We are the greatest Air Force in the world, capable of executing highly complex missions under strenuous circumstances. Yet, most of our preventable accidents occur during peacetime operations. Why is that?

As warfighters our attention to detail, sense of urgency and focus are highest during the intensity of combat. A pilot would never take off for a mission over Baghdad without having thought through every possible contingency ... without thinking through every single thing that "could go wrong." What happens if there is an aircraft system emergency during the mission? What happens if you are unable to receive fuel from the tanker aircraft? Or perhaps you are one of our young convoy commanders ... where are your escape routes? How do you move out of the field of fire and call for support all along the route?

When the bullets are flying ... you have no time to think through all of this. Your reaction must be instinctual and it must be decisive. In this instance, both succeed because he thought through every possible outcome before setting foot in the aircraft or leaving on the convoy.

The validity of this lesson is universal: think before you act. All Airmen must think "ahead of the aircraft." All Airmen should think one step ahead of their own actions both on and off duty. The challenge to you is to lead your lives in a way that keeps your focus one step ahead of your actions; safety is what happens in the next 30 seconds...and the next...keeping "common sense" alive and well in our everyday lives.

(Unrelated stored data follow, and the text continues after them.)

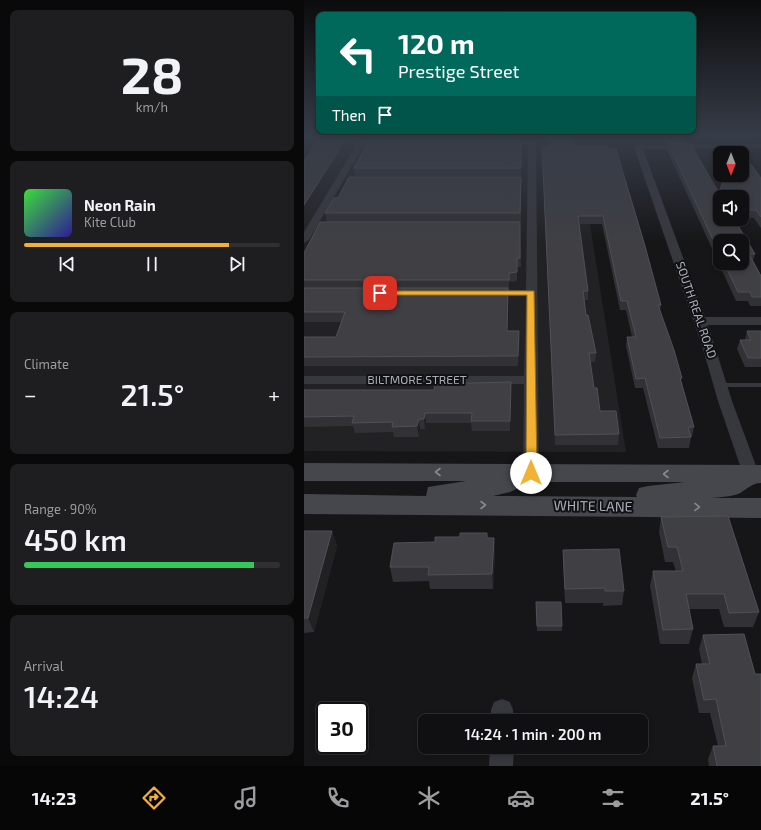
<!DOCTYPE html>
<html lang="en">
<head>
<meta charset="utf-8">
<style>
  :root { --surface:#101012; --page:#1e1e20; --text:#f1f3f6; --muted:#9c9d9f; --line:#303032; --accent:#f2b134 }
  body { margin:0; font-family:"Exo 2",sans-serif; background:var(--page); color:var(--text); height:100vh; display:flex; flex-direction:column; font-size:15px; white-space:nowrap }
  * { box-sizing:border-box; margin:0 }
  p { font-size:13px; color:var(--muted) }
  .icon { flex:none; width:22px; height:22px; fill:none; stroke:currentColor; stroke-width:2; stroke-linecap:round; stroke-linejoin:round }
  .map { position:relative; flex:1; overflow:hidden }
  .details { display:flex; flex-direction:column; gap:10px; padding:10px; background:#09090a; width:304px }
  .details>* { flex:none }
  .guide { position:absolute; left:12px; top:12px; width:380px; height:122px; border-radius:8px; box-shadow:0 2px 6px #0003,0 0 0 1px var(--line); background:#00695c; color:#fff; overflow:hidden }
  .needle { width:26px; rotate:180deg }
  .buttons { position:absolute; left:409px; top:146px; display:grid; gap:8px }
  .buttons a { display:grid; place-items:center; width:36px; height:36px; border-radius:8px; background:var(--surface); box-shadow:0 2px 6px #0003,0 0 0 1px var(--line); font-size:20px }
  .speed { position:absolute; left:12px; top:702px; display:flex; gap:8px; font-size:20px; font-weight:700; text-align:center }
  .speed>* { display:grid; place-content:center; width:52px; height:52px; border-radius:50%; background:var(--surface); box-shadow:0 2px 6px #0003,0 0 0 1px var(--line); line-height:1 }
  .speed .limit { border:2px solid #111; border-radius:6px; background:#fff; color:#111 }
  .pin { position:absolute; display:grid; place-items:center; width:34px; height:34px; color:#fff; margin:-17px; border-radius:8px; box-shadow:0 2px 6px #0006 }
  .me { position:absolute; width:44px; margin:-22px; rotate:0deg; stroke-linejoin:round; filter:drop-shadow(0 0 3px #0008) }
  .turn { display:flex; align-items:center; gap:14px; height:84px; padding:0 16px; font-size:18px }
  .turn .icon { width:52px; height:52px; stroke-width:2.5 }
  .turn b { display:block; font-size:28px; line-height:34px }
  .then { display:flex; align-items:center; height:38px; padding:0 16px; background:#0003; gap:8px; font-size:15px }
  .big { font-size:30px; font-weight:600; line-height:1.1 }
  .details .tile { flex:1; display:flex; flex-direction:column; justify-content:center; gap:6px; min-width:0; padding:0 14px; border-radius:8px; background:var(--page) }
  .details .dial { align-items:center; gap:0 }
  .dial b { font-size:52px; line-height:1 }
  .song { display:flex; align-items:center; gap:12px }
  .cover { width:48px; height:48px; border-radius:6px; background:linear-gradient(135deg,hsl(120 70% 55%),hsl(250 70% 35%)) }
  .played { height:4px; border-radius:2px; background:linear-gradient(90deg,var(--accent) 80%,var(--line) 80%) }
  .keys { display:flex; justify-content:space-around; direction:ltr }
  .heat { display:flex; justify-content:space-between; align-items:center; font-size:22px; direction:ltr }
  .charge { height:6px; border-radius:3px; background:linear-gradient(90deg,#34c759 90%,var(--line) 0) }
  .trip { position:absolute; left:114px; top:714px; width:230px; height:40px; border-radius:8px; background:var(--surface); box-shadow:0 2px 6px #0003,0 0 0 1px var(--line); font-weight:600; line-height:40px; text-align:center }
  .tab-bar { display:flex; height:64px; justify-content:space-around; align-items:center; background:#060607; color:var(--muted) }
  .tab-bar .icon { width:28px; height:28px }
  .tab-bar .on { color:var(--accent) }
  .tab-bar b { font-size:18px; color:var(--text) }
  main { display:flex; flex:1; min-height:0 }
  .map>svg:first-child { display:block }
</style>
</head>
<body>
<main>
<section class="details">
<div class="tile dial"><b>28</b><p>km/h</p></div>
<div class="tile">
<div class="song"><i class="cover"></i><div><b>Neon Rain</b><p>Kite Club</p></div></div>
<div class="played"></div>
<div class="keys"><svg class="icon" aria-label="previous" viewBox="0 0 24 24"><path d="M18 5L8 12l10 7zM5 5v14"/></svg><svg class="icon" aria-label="pause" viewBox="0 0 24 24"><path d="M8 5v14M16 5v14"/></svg><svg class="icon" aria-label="next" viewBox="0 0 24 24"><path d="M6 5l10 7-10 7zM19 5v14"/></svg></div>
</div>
<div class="tile"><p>Climate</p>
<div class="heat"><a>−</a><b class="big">21.5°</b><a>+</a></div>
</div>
<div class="tile"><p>Range · 90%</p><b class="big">450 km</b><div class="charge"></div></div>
<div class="tile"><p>Arrival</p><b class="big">14:24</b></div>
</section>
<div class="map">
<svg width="457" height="766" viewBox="0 0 457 766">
  <rect width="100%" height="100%" fill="#161618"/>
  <!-- built -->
  <polygon fill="#222225" points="0,136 272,136 322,452 0,451"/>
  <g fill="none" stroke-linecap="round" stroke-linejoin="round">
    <!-- lane -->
    <polygon fill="#37383d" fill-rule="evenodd" points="414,383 457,383 457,387 414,387 412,385"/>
    <!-- street -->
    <g fill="#37383d" fill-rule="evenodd">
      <polygon points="57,137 83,138 87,140 83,142 62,141 5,240 0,243 0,232"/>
      <polygon points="197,141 228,141 232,143 235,473 233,477 227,479 221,477 219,473 220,384 0,384 0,376 220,376 222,296 186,296 180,293 186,290 222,290 224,145 200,145 196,143"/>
      <polygon points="457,144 457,148 339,149 401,317 457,317 457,325 404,325 428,401 455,474 453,478 447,480 441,478 439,474 414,401 399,349 330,147 334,145"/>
      <polygon points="198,699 206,702 209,710 209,721 187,721 187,710 190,702"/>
      <polygon points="186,747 210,747 209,766 185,766"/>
    </g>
    <!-- secondary -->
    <path fill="#45474d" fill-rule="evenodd" d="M0,463L457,465V483C447,483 443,490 434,494C426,497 416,497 407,498H457V518L0,514V494L122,496L124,487L162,481H0ZM225,482H381L344,486L335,488L332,495L333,497L189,496L206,492L223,484Z"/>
  </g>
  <!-- wall -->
  <g fill="#323236" fill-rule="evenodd">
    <polygon points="185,136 218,136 218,139 186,139"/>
    <polygon points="244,136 267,136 269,146 357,305 356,311 378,378 377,381 390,427 388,437 387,437 385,448 354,448 339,388 331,388 322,346 323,337 328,337 322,310 316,310 298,224 275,224 284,291 284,300 280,300 282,315 292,353 291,362 286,362 290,388 296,411 315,434 314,445 251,445 238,154 238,147 245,147"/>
    <polygon points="355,136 382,136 381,143 359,143"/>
    <polygon points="147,138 147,140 217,139 217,176 51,176 50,168"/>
    <path d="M364,143L415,193L457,178V228L450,218H438V197H416L451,254L449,261L457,276V306H446L444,301H432L363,150ZM416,241L438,263H416Z"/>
    <polygon points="217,177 217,222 23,222 21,213 34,198"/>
    <polygon points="216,222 217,267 213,267 213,281 205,282 205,288 204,288 204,331 215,331 214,366 0,366 0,337 32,337 37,322 0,322 0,253"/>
    <polygon points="443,331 457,331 457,367 441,367 433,349 436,340 441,340"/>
    <polygon points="207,382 206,431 168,431 167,423 122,423 121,429 116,429 115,437 90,437 89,432 51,433 49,426 0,427 0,387 1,390 130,390"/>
    <polygon points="357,517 455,612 449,627 420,627 415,609 385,609 389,629 385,644 356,644 346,586 349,571 372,571 369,562 361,562 355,532"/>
    <polygon points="0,531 28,531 33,546 10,632 0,633"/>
    <polygon points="184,538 190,538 191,553 189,589 126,589 125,581 89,582 86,567 131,542"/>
    <polygon points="259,550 320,591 318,605 299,606 299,603 261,603 259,564"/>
    <polygon points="232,602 258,626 258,631 233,631"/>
    <polygon points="399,635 457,766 405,766 404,759 409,746 414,746 406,713 395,713 388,678 392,664 398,664 395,649"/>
  </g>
  <!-- shaded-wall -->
  <g fill="#212124">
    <polygon points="39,136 41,136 42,139 43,137 44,144 0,216 0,205"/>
    <polygon points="204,288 205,298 204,341 203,331"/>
    <polygon points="207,382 207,392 206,431 206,421"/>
    <polygon points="121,413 122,423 121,429 120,419"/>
    <polygon points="115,419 116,429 115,437 113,426"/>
    <polygon points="28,531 33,546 10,632 4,618"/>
    <polygon points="190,538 191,553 189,589 188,574"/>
  </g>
  <!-- building -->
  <g fill="#3f3f44" stroke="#4f5156">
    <polygon points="16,136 39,136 39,137 43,137 0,205 0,161 9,148 7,148"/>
    <polygon points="245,136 267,136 269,146 303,146 303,148 312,149 341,246 357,305 354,305 370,350 378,378 376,378 390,427 384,427 387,437 356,438 341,378 332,379 323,337 332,337 323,301 317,301 299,216 274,216 284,291 279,291 282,315 284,315 292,353 285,353 290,388 293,388 296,411 312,411 315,434 251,435 238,147 246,147"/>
    <polygon points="67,137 147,138 146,140 217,139 217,168 50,168"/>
    <polygon points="364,143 386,143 415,193 421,175 438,175 438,157 440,155 457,178 457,217 452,210 438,210 438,197 416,197 416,219 430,219 451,254 445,254 457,276 457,297 448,297 446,292 434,292 420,263 438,263 438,241 416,241 416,255"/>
    <polygon points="45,177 217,177 216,213 21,213 30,198 34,198"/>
    <polygon points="16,222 216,222 216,258 213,258 213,272 205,273 205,280 0,280 0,253"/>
    <polygon points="0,288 204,288 203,331 215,331 214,356 0,357 0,337 32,337 41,312 0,312"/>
    <polygon points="443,331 457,331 457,358 444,358 436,340 447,340"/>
    <polygon points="207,382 206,421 167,421 168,413 121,413 120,419 115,419 113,426 88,427 89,422 48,423 50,416 0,417 0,390 130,390 131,384"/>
    <polygon points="424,516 455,612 425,613 420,594 382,594 389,629 359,630 349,571 379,571 373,547 364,547 357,517"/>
    <polygon points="0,531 28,531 4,618 0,618"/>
    <polygon points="156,533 183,533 183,538 190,538 188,574 124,575 125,567 86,567 90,543 131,542 131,537 156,537"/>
    <polygon points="315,549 320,591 301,591 301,588 261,589 259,550"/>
    <polygon points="232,602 257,602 258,626 233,626"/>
    <polygon points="440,634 451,674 457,674 457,766 413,766 409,746 422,746 412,699 400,700 392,664 406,664 399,635"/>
  </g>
  <!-- one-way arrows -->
  <defs><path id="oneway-chevron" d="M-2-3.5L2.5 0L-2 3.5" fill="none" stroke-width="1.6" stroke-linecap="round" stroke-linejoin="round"/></defs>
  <g stroke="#858993">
    <use href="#oneway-chevron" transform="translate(134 472) rotate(-180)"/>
    <use href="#oneway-chevron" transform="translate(362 474) rotate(-180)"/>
    <use href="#oneway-chevron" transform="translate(179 505)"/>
    <use href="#oneway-chevron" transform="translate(393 507) rotate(1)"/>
  </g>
  <!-- sky -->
  <linearGradient id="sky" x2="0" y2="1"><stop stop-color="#0c0c0d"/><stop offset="0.56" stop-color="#363c48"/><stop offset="1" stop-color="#363c48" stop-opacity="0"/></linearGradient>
  <rect width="457" height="243" fill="url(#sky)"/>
  <!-- route -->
  <polygon fill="#f2b134" stroke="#9d7322" points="73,291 230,291 233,473 231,476 223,476 222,473 223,295 76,295 73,294"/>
  <g text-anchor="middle" stroke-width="4" stroke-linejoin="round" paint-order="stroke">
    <!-- street labels -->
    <g font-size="12" fill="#a8adb8" stroke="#111113">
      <text transform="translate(392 310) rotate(71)" y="4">SOUTH REAL ROAD</text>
      <text x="113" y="384">BILTMORE STREET</text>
    </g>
    <!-- near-street labels -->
    <g font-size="14" fill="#a8adb8" stroke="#111113">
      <text transform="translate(289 506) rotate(1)" y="5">WHITE LANE</text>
    </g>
  </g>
</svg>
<div class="buttons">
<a><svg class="needle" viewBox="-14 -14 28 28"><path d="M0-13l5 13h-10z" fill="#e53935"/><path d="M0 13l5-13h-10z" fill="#9c9d9f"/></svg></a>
<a><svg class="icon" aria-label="sound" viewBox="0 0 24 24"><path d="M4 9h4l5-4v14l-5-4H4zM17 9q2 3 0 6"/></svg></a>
<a><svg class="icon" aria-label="search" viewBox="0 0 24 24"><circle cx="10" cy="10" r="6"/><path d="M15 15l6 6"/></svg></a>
</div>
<div class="speed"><div class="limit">30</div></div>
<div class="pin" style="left:76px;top:293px;background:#d93025"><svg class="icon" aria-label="arrive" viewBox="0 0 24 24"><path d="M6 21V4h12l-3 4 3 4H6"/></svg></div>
<svg class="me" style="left:227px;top:473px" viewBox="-20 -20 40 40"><circle r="19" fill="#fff"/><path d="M0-13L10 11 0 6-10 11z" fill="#f2b134"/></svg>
<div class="trip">14:24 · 1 min · 200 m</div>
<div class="guide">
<div class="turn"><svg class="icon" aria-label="left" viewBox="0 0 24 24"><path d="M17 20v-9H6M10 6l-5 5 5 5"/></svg><div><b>120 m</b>Prestige Street</div></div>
<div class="then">Then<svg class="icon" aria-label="arrive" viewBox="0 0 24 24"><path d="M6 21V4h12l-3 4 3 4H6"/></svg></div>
</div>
</div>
</main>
<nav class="tab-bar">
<b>14:23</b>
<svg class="icon on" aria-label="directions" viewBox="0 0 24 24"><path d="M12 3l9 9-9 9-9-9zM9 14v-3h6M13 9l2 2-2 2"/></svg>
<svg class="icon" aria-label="music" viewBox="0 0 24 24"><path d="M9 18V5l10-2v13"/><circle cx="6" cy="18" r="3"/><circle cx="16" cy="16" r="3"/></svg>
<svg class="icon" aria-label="phone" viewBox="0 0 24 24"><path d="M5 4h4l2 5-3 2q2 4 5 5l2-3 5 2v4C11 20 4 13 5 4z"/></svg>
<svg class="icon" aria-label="climate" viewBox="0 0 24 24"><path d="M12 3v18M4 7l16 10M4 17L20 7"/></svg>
<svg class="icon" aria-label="car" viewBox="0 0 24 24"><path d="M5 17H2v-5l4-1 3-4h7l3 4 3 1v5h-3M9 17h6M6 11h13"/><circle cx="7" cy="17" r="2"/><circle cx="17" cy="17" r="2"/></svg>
<svg class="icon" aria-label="filters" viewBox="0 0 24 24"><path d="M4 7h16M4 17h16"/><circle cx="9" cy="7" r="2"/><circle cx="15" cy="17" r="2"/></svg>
<b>21.5°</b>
</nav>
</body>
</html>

The summer months bring an increase in outdoor activities such as swimming, camping, and traveling. This is a time to relax and rejuvenate; a time to spend with your family and friends. While the changing of the seasons may bring a change in the type of risks we encounter, it should not change our focus on "common sense."

Always anticipate the unexpected, always stay one step ahead of your actions, always be a wingman to your fellow Airman, family and to your own conscience. If someone says "Hey, watch this!" their wingman should be there to say, "Hey, let's not." If the hair on the back of your neck starts to tingle or you are wondering if this video clip may end up on "YouTube," step in and slow things down. The greatest reward for a commander after the summer months is to have everyone return healthy and refreshed.

"Common sense safety" is our people taking care of each other. Go out and enjoy this special time. Spend it with family and friends, and if you have an opportunity, invite a young Airman or a family separated by a deployment along for the fun. Have a safe and wonderful summer!